Advice: Dataset Configuration for Business Use FileShare

Looking to bounce my plan here and gain any advice anyone has.

We have just set up a new installation of TrueNas Scale 23 on a bare-metal Dell server. Dual 8C/16T Xeons and currently 126GB of RAM.

This primarily will be replacing an old aging VM running Wins server 2012 and a NFS/DFS file share.

The old file shares main purpose was to share access to our client folders (approx. 700 clients folders, always growing) all with the same exact sub folder structure for numbered projects and templated sub project folders within each client.

The top level of the old share went as follows:

Clients
A Client
B Client
C Client
etc

In addition to this folder structure and sub structure was a least permission model. Essential staff can see all client folders as read only and enter any client folder as read only but cannot get any further unless they are part of the project team (project security group) for that given client+project.

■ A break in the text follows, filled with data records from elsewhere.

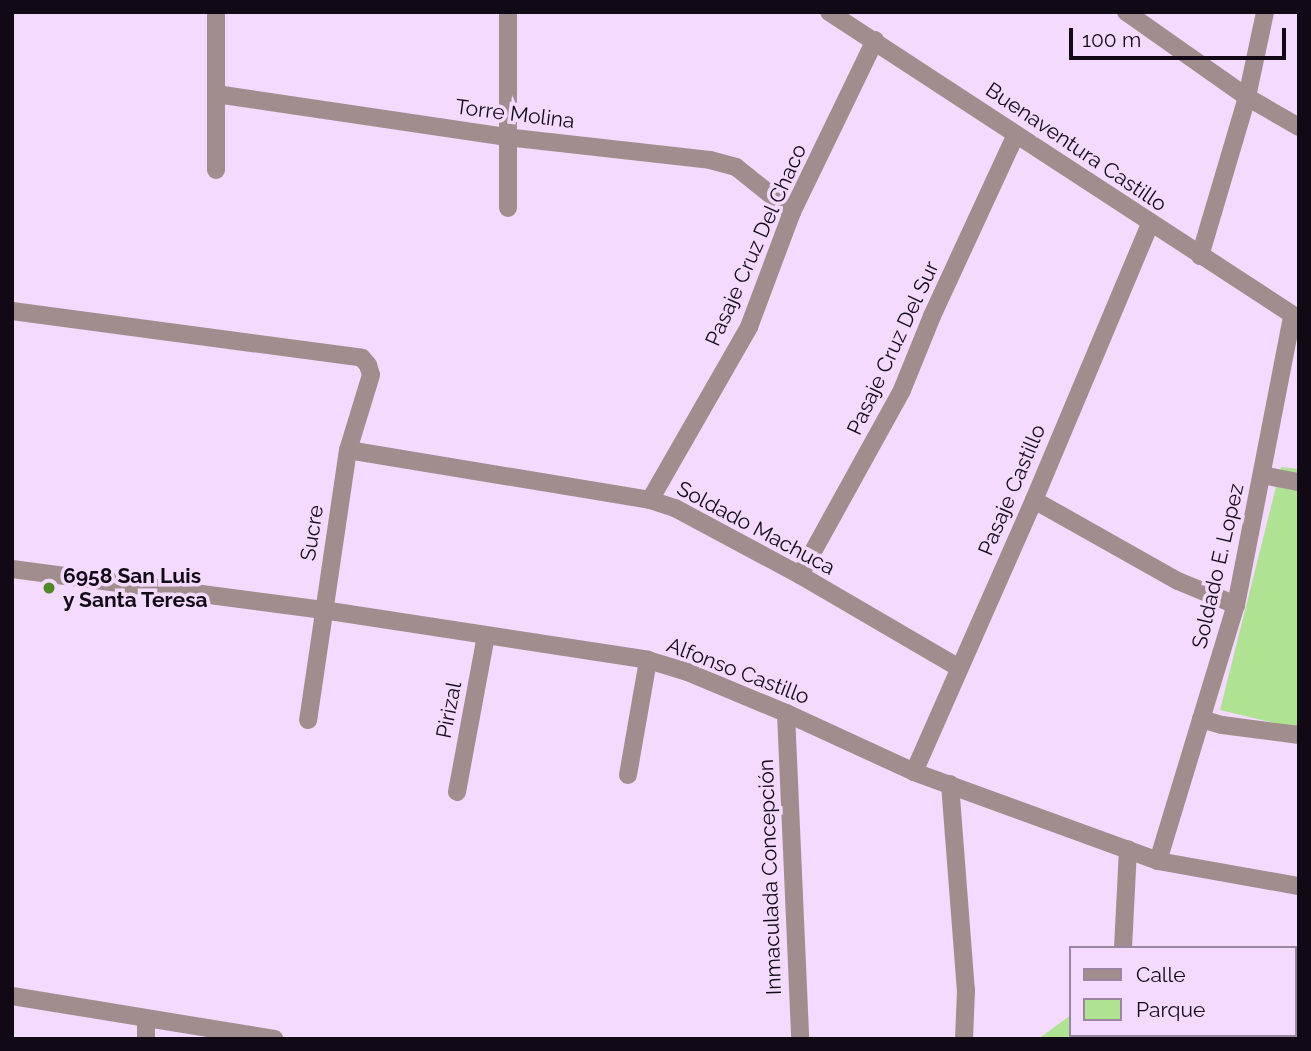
<!DOCTYPE html>
<meta charset="utf-8">
<style>
body{margin:0}
#map{position:relative;width:1311px;height:1051px;overflow:hidden;background:#f3dafe;font-family:Raleway,sans-serif}
div>[style]{position:absolute}
.green>*{inset:0;background:#afe393}
.minor>*{height:18px;margin:-9px;padding:0 9px;transform-origin:9px;border-radius:9px;background:#a28d8e}
.dots>*{width:19px;height:19px;translate:-50% -50%;box-sizing:border-box;border:4px solid #f3dafe;border-radius:50%}
span{translate:-50% -50%;white-space:nowrap;text-align:center;line-height:1.15;-webkit-text-stroke:7px #f3dafe;paint-order:stroke}
.street-label{font-size:21px;color:#110915}
.poi-label{font-size:21px;color:#110915;font-weight:700}
.left{translate:0 -50%;text-align:left}
.frame{position:absolute;inset:0;border:14px solid #110915;pointer-events:none}
.legend{position:absolute;left:1069px;top:946px;width:228px;height:91px;box-sizing:border-box;background:#f3dafe;border:2px solid #9986a1;margin:0;padding:9px 12px;list-style:none;font-size:21px;color:#110915}
.legend li{display:flex;align-items:center;gap:14px;height:35px}
.legend b{width:35px;border:2px solid #9986a1}
.scale{position:absolute;left:1069px;top:28px;width:217px;height:32px;box-sizing:border-box;border:4px solid #110915;border-top:0;padding-left:9px;font-size:21px;line-height:24px;white-space:nowrap;color:#110915;-webkit-text-stroke:5px #f3dafe;paint-order:stroke}
</style>
<div id="map">
<div class="green">
<i style="clip-path:polygon(1281px 467px,1299px 469px,1299px 729px,1220px 710px)"></i>
<i style="clip-path:polygon(1071px 1015px,1071px 1035px,1111px 1035px,1113px 1039px,1038px 1039px)"></i>
</div>
<div class="minor">
<i style="left:829px;top:12px;width:561px;rotate:33.15deg"></i>
<i style="left:1126px;top:12px;width:148px;rotate:35.1deg"></i>
<i style="left:1247px;top:97px;width:60px;rotate:30deg"></i>
<i style="left:216px;top:94px;width:293px;rotate:8.4deg"></i>
<i style="left:506px;top:137px;width:205px;rotate:6.4deg"></i>
<i style="left:710px;top:160px;width:27px;rotate:15deg"></i>
<i style="left:736px;top:167px;width:72px;rotate:38.8deg"></i>
<i style="left:216px;top:170px;width:158px;rotate:-90deg"></i>
<i style="left:508px;top:208px;width:196px;rotate:-90deg"></i>
<i style="left:1200px;top:256px;width:166px;rotate:-73.5deg"></i>
<i style="left:1247px;top:97px;width:87px;rotate:-78deg"></i>
<i style="left:12px;top:311px;width:353px;rotate:7.6deg"></i>
<i style="left:362px;top:358px;width:9px;rotate:49deg"></i>
<i style="left:368px;top:365px;width:10px;rotate:73deg"></i>
<i style="left:371px;top:375px;width:78px;rotate:107deg"></i>
<i style="left:348px;top:450px;width:273px;rotate:98.4deg"></i>
<i style="left:348px;top:450px;width:306px;rotate:9.4deg"></i>
<i style="left:650px;top:500px;width:26px;rotate:18deg"></i>
<i style="left:675px;top:508px;width:142px;rotate:28.2deg"></i>
<i style="left:800px;top:575px;width:184px;rotate:30.3deg"></i>
<i style="left:1262px;top:475px;width:38px;rotate:11deg"></i>
<i style="left:650px;top:500px;width:199px;rotate:-60.2deg"></i>
<i style="left:749px;top:327px;width:123px;rotate:-69.5deg"></i>
<i style="left:792px;top:212px;width:191px;rotate:-64.2deg"></i>
<i style="left:1034px;top:500px;width:165px;rotate:29.4deg"></i>
<i style="left:1178px;top:581px;width:63px;rotate:22.5deg"></i>
<i style="left:12px;top:569px;width:314px;rotate:7.5deg"></i>
<i style="left:323px;top:610px;width:329px;rotate:8.7deg"></i>
<i style="left:648px;top:660px;width:39px;rotate:17deg"></i>
<i style="left:685px;top:671px;width:109px;rotate:22.6deg"></i>
<i style="left:786px;top:713px;width:141px;rotate:24.7deg"></i>
<i style="left:914px;top:772px;width:260px;rotate:20deg"></i>
<i style="left:1158px;top:861px;width:143px;rotate:10.1deg"></i>
<i style="left:800px;top:575px;width:211px;rotate:-61.1deg"></i>
<i style="left:902px;top:390px;width:80px;rotate:-67.9deg"></i>
<i style="left:932px;top:316px;width:200px;rotate:-65.2deg"></i>
<i style="left:786px;top:713px;width:326px;rotate:87.5deg"></i>
<i style="left:1201px;top:719px;width:22px;rotate:16deg"></i>
<i style="left:1222px;top:725px;width:78px;rotate:7.4deg"></i>
<i style="left:914px;top:772px;width:297px;rotate:-66.2deg"></i>
<i style="left:1034px;top:500px;width:299px;rotate:-67.2deg"></i>
<i style="left:628px;top:775px;width:117px;rotate:-80.1deg"></i>
<i style="left:950px;top:784px;width:207px;rotate:85.6deg"></i>
<i style="left:966px;top:990px;width:49px;rotate:92.3deg"></i>
<i style="left:457px;top:792px;width:159px;rotate:-79.5deg"></i>
<i style="left:1158px;top:861px;width:268px;rotate:-73.1deg"></i>
<i style="left:1236px;top:605px;width:294px;rotate:-79deg"></i>
<i style="left:1123px;top:948px;width:99px;rotate:-87.1deg"></i>
<i style="left:12px;top:996px;width:266px;rotate:9.3deg"></i>
<i style="left:146px;top:1039px;width:20px;rotate:-90deg"></i>
</div>
<div class="dots">
<i style="left:49px;top:588px;background:#4e8926"></i>
</div>
<div class="street-label">
<span style="left:515px;top:114px;rotate:7deg">Torre Molina</span>
<span style="left:1076px;top:147px;rotate:34deg">Buenaventura Castillo</span>
<span style="left:756px;top:245px;rotate:-66deg">Pasaje Cruz Del Chaco</span>
<span style="left:893px;top:348px;rotate:-65deg">Pasaje Cruz Del Sur</span>
<span style="left:1012px;top:490px;rotate:-67deg">Pasaje Castillo</span>
<span style="left:756px;top:528px;rotate:28deg">Soldado Machuca</span>
<span style="left:312px;top:533px;rotate:-81deg">Sucre</span>
<span style="left:1218px;top:566px;rotate:-77deg">Soldado E. Lopez</span>
<span style="left:738px;top:671px;rotate:21deg">Alfonso Castillo</span>
<span style="left:449px;top:710px;rotate:-79deg">Pirizal</span>
<span style="left:770px;top:877px;rotate:-92deg">Inmaculada Concepción</span>
</div>
<div class="poi-label">
<span class="left" style="left:63px;top:588px">6958 San Luis<br>y Santa Teresa</span>
</div>
<div class="frame"></div>
<ul class="legend">
<li><b style="height:9px;background:#a28d8e"></b>Calle</li>
<li><b style="height:19px;background:#afe393"></b>Parque</li>
</ul>
<div class="scale">100 m</div>
</div>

In the new TrueNas system we have 6 960GB SSD drives configured in a 2 wide RAIDZ1 pool for a total usable capacity of 3.47TB*. My initial plan is to create a dataset called “clients” and then nest all current and future client “folders” as datasets. Which then means all the “templated” sub folders would just be folders/files in the share at the file system level. We plan on making the share an SMB share as we are a Windows only shop for laptops.

My questions are:

  1. Is there a limit to the amount of datasets TrueNas can handle, not in terms of data size but simply total count?
  2. If dataset max is not an issue, am I still potentially creating an issue for myself down the road by going this approach?
  3. If the above is fine, is there a better approach and what would the advantages be?

Things not covered above are backups/snapshots/replication. Right now we run a nightly backup of the current system at the VM level but with this new system we are going to need to re-think our strategy. There is a possibility as well in the near future that a “sister” server is spun up at another location which we would want to run replication tasks to sync the two. Open to suggestions here as well!

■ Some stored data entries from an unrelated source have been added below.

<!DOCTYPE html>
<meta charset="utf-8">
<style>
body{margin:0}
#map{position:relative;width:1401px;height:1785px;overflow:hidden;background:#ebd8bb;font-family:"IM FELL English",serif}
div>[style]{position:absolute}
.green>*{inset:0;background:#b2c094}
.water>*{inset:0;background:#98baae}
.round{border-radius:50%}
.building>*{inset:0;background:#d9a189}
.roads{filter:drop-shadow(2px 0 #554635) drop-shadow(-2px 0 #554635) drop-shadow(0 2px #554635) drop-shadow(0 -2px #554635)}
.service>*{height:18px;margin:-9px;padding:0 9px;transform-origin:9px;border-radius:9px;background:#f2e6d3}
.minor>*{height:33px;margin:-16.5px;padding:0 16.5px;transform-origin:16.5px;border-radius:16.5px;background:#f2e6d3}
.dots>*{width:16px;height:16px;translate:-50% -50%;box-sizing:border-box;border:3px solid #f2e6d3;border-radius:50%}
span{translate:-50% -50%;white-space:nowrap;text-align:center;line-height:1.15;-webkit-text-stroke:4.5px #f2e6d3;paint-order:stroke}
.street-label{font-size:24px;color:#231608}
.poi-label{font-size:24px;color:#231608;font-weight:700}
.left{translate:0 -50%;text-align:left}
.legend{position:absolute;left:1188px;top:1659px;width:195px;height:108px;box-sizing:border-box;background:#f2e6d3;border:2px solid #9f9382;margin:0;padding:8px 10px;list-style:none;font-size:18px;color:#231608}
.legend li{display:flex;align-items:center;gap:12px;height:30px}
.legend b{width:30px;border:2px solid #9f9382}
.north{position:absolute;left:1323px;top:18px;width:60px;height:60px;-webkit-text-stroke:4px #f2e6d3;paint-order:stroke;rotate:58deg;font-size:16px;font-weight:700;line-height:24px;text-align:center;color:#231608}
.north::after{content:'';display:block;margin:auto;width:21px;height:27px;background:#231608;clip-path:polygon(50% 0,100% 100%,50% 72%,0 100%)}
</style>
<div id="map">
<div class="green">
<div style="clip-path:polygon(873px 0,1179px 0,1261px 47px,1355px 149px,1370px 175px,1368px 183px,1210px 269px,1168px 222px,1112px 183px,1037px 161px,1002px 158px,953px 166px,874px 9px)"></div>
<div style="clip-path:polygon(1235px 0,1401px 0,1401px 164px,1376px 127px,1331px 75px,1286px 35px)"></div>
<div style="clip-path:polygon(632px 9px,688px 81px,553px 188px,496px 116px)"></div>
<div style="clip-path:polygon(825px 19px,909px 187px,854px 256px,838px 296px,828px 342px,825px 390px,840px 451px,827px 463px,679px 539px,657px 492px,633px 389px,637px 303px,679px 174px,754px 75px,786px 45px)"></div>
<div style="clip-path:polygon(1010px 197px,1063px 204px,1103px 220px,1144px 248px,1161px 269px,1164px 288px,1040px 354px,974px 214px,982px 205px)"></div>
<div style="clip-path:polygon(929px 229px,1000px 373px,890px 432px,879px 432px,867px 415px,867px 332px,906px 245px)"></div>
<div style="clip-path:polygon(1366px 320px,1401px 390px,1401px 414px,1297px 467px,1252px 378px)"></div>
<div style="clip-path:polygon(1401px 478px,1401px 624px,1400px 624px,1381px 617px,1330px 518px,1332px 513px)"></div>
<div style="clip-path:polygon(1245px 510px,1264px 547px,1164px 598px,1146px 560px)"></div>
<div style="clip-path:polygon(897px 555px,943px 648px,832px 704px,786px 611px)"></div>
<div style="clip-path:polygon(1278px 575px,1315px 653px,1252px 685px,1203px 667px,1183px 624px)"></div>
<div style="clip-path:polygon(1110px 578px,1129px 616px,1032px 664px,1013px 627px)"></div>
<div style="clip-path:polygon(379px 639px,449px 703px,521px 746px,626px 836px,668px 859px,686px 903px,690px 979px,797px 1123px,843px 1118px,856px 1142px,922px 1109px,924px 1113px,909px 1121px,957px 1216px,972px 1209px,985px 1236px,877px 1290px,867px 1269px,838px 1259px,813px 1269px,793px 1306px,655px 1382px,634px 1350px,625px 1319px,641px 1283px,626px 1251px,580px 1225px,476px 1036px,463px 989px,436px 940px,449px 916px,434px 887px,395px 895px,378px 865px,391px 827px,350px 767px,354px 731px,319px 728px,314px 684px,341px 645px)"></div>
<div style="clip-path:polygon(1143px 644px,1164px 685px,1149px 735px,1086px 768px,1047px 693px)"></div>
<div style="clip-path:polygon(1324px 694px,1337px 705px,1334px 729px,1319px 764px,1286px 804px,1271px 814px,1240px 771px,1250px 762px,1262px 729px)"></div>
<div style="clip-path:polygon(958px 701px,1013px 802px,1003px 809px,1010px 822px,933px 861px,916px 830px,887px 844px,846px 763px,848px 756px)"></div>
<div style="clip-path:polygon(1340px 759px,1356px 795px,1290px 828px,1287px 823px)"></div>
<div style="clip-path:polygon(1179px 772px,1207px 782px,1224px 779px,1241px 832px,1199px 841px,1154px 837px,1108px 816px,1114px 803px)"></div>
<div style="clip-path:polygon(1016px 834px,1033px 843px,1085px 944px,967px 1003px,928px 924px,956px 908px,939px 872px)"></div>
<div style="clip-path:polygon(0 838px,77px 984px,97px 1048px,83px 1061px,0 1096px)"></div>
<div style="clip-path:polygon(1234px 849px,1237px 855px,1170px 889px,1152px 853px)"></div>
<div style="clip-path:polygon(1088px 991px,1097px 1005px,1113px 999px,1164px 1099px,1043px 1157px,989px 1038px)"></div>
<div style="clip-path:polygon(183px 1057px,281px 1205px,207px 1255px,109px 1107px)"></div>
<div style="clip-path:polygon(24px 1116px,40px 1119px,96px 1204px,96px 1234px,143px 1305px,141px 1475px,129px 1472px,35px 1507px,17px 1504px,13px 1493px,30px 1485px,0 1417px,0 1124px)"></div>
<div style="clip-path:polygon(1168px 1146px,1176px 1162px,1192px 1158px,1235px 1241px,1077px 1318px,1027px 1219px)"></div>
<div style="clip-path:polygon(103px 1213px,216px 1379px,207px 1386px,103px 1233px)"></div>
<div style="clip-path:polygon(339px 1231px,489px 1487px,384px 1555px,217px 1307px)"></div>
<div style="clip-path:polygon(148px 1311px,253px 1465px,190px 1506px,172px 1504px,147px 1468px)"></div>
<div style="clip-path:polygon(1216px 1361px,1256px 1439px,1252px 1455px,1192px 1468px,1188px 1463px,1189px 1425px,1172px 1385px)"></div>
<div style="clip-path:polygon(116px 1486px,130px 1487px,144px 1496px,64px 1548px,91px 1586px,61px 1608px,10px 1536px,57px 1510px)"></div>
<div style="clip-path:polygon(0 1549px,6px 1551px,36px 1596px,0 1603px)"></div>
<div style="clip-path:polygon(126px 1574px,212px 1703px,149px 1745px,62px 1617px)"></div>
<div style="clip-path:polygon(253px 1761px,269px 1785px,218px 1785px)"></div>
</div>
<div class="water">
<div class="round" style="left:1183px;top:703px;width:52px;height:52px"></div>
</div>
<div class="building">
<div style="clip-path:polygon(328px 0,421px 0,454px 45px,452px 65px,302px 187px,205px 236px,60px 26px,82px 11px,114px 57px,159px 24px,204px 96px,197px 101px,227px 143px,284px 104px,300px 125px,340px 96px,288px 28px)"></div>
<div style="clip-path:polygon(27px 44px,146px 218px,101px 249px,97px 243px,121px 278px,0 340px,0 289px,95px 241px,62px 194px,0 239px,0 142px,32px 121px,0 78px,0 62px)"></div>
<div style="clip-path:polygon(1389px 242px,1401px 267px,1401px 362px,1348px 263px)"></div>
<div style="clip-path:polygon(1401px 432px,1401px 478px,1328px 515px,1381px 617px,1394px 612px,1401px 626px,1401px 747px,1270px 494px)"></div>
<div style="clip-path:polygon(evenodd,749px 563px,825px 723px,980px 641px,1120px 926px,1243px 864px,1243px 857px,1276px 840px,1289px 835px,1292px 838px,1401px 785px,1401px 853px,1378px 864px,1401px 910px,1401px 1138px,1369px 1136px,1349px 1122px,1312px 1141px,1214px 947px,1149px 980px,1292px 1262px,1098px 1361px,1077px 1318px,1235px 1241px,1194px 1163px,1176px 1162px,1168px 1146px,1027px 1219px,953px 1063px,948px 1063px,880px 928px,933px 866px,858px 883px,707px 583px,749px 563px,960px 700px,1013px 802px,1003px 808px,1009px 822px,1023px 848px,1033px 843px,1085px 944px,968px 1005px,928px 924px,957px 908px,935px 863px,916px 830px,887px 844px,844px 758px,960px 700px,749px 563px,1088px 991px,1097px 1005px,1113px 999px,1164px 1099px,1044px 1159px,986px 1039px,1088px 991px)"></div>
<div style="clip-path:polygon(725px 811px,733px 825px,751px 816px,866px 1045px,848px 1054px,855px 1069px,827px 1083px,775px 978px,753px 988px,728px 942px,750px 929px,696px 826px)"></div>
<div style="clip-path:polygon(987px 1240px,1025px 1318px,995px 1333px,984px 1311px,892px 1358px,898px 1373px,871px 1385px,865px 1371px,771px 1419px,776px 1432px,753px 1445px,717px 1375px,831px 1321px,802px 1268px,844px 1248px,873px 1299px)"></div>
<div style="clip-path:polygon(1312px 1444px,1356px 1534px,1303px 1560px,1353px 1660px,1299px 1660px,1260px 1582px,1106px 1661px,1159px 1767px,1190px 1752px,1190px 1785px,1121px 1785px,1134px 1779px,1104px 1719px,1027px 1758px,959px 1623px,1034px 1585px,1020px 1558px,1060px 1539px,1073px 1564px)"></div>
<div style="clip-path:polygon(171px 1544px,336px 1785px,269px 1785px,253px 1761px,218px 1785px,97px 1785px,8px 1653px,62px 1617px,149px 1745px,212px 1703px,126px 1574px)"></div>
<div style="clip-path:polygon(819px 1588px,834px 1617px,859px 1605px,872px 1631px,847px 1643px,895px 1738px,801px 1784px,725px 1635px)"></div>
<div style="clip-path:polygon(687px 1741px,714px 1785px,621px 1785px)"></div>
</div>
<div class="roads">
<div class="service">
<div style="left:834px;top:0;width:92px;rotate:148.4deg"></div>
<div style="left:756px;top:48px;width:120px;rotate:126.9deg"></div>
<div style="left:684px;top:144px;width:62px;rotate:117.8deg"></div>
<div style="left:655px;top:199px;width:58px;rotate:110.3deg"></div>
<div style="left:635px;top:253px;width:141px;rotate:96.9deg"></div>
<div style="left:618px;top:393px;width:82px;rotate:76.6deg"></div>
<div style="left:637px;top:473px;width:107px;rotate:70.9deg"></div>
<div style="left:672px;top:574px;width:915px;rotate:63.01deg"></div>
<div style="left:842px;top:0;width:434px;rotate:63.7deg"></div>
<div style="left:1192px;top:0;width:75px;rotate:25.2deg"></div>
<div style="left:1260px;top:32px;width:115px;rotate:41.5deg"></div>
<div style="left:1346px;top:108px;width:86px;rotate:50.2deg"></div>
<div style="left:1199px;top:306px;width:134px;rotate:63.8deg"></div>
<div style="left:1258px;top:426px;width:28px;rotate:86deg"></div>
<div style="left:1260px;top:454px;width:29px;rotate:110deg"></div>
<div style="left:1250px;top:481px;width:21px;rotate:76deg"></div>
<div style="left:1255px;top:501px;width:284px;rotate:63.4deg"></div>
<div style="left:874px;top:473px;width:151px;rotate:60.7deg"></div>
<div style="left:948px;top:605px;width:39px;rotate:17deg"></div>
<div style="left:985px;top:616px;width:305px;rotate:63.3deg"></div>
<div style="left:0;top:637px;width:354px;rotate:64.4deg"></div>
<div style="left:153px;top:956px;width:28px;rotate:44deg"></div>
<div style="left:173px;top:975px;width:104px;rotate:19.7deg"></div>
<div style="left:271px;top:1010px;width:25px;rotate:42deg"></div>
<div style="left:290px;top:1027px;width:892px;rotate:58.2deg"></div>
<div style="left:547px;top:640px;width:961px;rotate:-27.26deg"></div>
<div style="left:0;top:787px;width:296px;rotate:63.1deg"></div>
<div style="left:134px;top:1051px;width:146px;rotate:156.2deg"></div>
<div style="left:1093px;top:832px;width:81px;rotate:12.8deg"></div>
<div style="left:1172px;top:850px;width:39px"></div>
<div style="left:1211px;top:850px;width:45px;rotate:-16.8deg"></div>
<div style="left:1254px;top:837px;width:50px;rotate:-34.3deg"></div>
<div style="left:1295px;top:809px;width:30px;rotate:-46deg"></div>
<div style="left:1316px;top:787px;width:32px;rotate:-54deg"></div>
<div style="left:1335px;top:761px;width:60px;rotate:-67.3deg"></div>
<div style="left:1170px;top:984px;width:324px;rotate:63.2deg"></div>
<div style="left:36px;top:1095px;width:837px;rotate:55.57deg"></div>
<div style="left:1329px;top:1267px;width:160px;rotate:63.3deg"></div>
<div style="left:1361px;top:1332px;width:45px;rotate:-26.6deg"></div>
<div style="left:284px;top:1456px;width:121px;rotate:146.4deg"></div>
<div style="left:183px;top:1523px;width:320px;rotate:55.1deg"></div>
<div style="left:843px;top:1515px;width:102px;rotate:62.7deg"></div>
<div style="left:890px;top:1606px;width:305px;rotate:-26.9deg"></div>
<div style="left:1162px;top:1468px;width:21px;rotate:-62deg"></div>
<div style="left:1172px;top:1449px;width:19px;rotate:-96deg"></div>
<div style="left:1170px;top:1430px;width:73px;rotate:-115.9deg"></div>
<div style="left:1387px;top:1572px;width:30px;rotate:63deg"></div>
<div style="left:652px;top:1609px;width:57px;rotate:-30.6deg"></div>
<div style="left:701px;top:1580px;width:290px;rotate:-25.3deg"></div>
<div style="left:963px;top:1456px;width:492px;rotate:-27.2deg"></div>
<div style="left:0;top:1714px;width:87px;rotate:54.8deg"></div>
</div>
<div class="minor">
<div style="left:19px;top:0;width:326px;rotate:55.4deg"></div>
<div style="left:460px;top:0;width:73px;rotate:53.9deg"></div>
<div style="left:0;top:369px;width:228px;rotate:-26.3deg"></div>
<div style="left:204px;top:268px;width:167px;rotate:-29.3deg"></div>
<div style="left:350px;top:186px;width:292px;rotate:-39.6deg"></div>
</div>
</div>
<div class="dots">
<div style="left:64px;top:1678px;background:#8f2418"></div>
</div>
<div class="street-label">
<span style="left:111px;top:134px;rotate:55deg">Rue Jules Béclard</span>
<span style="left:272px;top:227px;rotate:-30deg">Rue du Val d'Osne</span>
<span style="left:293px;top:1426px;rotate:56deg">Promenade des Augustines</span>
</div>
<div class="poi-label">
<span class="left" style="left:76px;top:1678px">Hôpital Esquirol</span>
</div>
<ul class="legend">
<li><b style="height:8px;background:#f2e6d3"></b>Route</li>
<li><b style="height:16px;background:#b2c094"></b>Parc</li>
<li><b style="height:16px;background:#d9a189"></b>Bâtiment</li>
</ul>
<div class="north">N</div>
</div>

Do you need datasets per client? Wouldn’t you just need a directory?

Datasets allow different snapshots, replications etc.

But aren’t you going to backup replicate all clients every time anyway?

Meanwhile, you can use replication to backup from server a to server b, but you can’t use it to synchronize two servers.

SyncThing can do that I believe.

(1) Essential staff can see all client folders as read only and enter any client folder as read only (2) unless they are part of the project team (project security group) for that given client+project

Creating 700 datasets would give the most granular control per client. Would a better structure possibly be to create datasets for each team, and then create SMB directory folders within those?

TeamA (TeamA=RWE, TeamB=ReadOnly, Staff=ReadOnly)
– Client1
– Client3

TeamB (TeamA=ReadOnly, TeamB=RWE, Staff=ReadOnly)
– Client2
– Client4

Then you could move/add users to whichever group(s) is most appropriate e.g. Admin/Manager = TeamA & TeamB

Hope I got that right…

I guess that is what I’m trying to determine. I know for sure I could just setup one dataset called “clients” and then manage via folder permissions like we have been. I just thought I would explore what TrueNAS/ZFS features I may be missing by going that route.

My thinking for having a dataset per client was the ability to have different backup cadences per client dataset as at some point we start to archive client folders at a different rate for clients older than 7 years. AS well, having a top parent control for each client that is clear defined.

As well, i wondered if there is any performance enhancements or downfalls to this approach.

We’ve talked about that approach in the past. We do have “teams” but ultimately we are a very multi-functional company so just because someone works on Team A does not mean they won’t do working with Team B when a project has a knowledge overlap (this happens often and on almost every project/client). This is why we went the project group permission route to create a very customized permission set per project.

I guess my big hesitation is whether 700 datasets vs 700 parent client folders cause a headache or not both admin wise but also technically with ZFS management or features.

The issue is, I think you go from having ONE dataset, with one backup/replication/snaspshot to hundreds.

The GUI is really not designed to manage 100s of datasets and snapshots etc

So now you have to write scripts and management systems.

Or you could just have one dataset, and the only thing you need to do is arrange directory permissions.

And with snapshots, you can enable SMB history type access to the snapshots, so it’s not like you would have to do single client restores.

The replicated backup would be for disaster recovery.

And the beauty of replication is stagnant/stale data does not change and takes no additional time to backup, unlike say rsync backups. So you could run hourly backups of everything quite easily.

This is the gut check I needed lol, even without this though 700+ datasets always felt like a Mad Hatter approach without a super good reason.

I tend to lean GUI so managing all the top level client folders as datasets felt clean to me but given your list of drawbacks i think I will opt for one data set and manage things via folders.

Another thing we currently do is use something like robo copy to spin up a new client and/or project folder with that standard template structure + permissions. So keeping things at the folder level just makes that easier or less split.